Fundamental Analysis

Last week’s overview, this week’s key events

During the last trading week vast majority of major currencies lost some of its value, with single currency falling 0.09%, Dollar losing 0.19%, while the Pound, Aussie and loonie lost around 1%. At the same time, one of the last year’s main losers– Japanese Yen, managed to advance 0.40% against the basket of other major currencies. What is more important, is the fact Dukascopy traders changed their attitude toward the greenback and were buying it in the majority of all cases. Hence, the SWFX sentiment index for EUR/USD lost 16.90%, while the same gauge for USD/CHF advanced 42.14%.

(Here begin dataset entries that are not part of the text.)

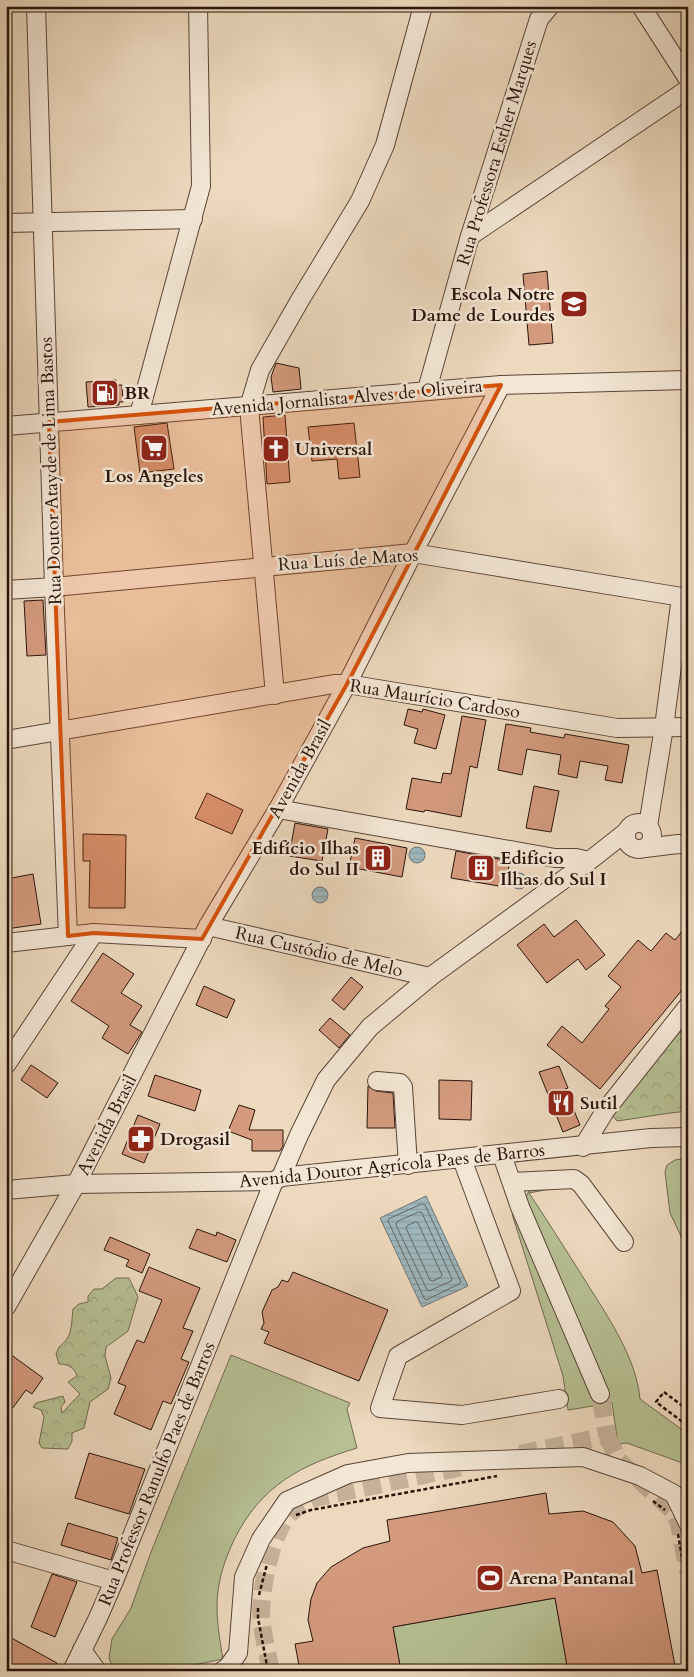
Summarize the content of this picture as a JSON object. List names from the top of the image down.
{
  "streets": {
    "street": [
      "Rua Professora Esther Marques",
      "Avenida Jornalista Alves de Oliveira",
      "Rua Doutor Atayde de Lima Bastos",
      "Rua Luís de Matos",
      "Rua Maurício Cardoso",
      "Avenida Brasil",
      "Rua Custódio de Melo",
      "Avenida Doutor Agrícola Paes de Barros",
      "Rua Professor Ranulfo Paes de Barros"
    ]
  },
  "crossings": [
    ["Rua Professora Esther Marques", "Avenida Jornalista Alves de Oliveira"],
    ["Avenida Jornalista Alves de Oliveira", "Rua Doutor Atayde de Lima Bastos"],
    ["Avenida Jornalista Alves de Oliveira", "Avenida Brasil"],
    ["Rua Doutor Atayde de Lima Bastos", "Rua Luís de Matos"],
    ["Rua Doutor Atayde de Lima Bastos", "Rua Maurício Cardoso"],
    ["Rua Doutor Atayde de Lima Bastos", "Rua Custódio de Melo"],
    ["Rua Luís de Matos", "Avenida Brasil"],
    ["Rua Maurício Cardoso", "Avenida Brasil"],
    ["Avenida Brasil", "Rua Custódio de Melo"],
    ["Avenida Brasil", "Avenida Doutor Agrícola Paes de Barros"],
    ["Avenida Doutor Agrícola Paes de Barros", "Rua Professor Ranulfo Paes de Barros"]
  ],
  "places": {
    "school or university": ["Escola Notre Dame de Lourdes"],
    "fuel station": ["BR"],
    "supermarket": ["Los Angeles"],
    "church": ["Universal"],
    "building": ["Edifício Ilhas do Sul II", "Edifício Ilhas do Sul I"],
    "restaurant": ["Sutil"],
    "pharmacy": ["Drogasil"],
    "sports": ["Arena Pantanal"]
  }
}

A week earlier we have predicted Australian currency will depreciate on the back of weaker-than-expected data from Oz labour market, and it was not a surprise that AUD/NZD continued downward rally almost hit a historic low at 1.0543. The main reasons behind another drop of 318 pips are the fact Australian economy lost 22,000 in December, while New Zealand business confidence soared to 52 from 38 a month earlier. While the pair has recovered some of earlier loses during the second half of the week, it is unlikely that the Aussie will start appreciating against the Kiwi in a longer term taking into account upcoming rate hikes from the RBNZ and a possible cut of the interest rate . Therefore, the next strong support is located at 1.0496, represented by weekly S1. This week the pair can be even more volatile, as statistics offices in both countries will post CPI data, which has a huge impact on central bank’s decision.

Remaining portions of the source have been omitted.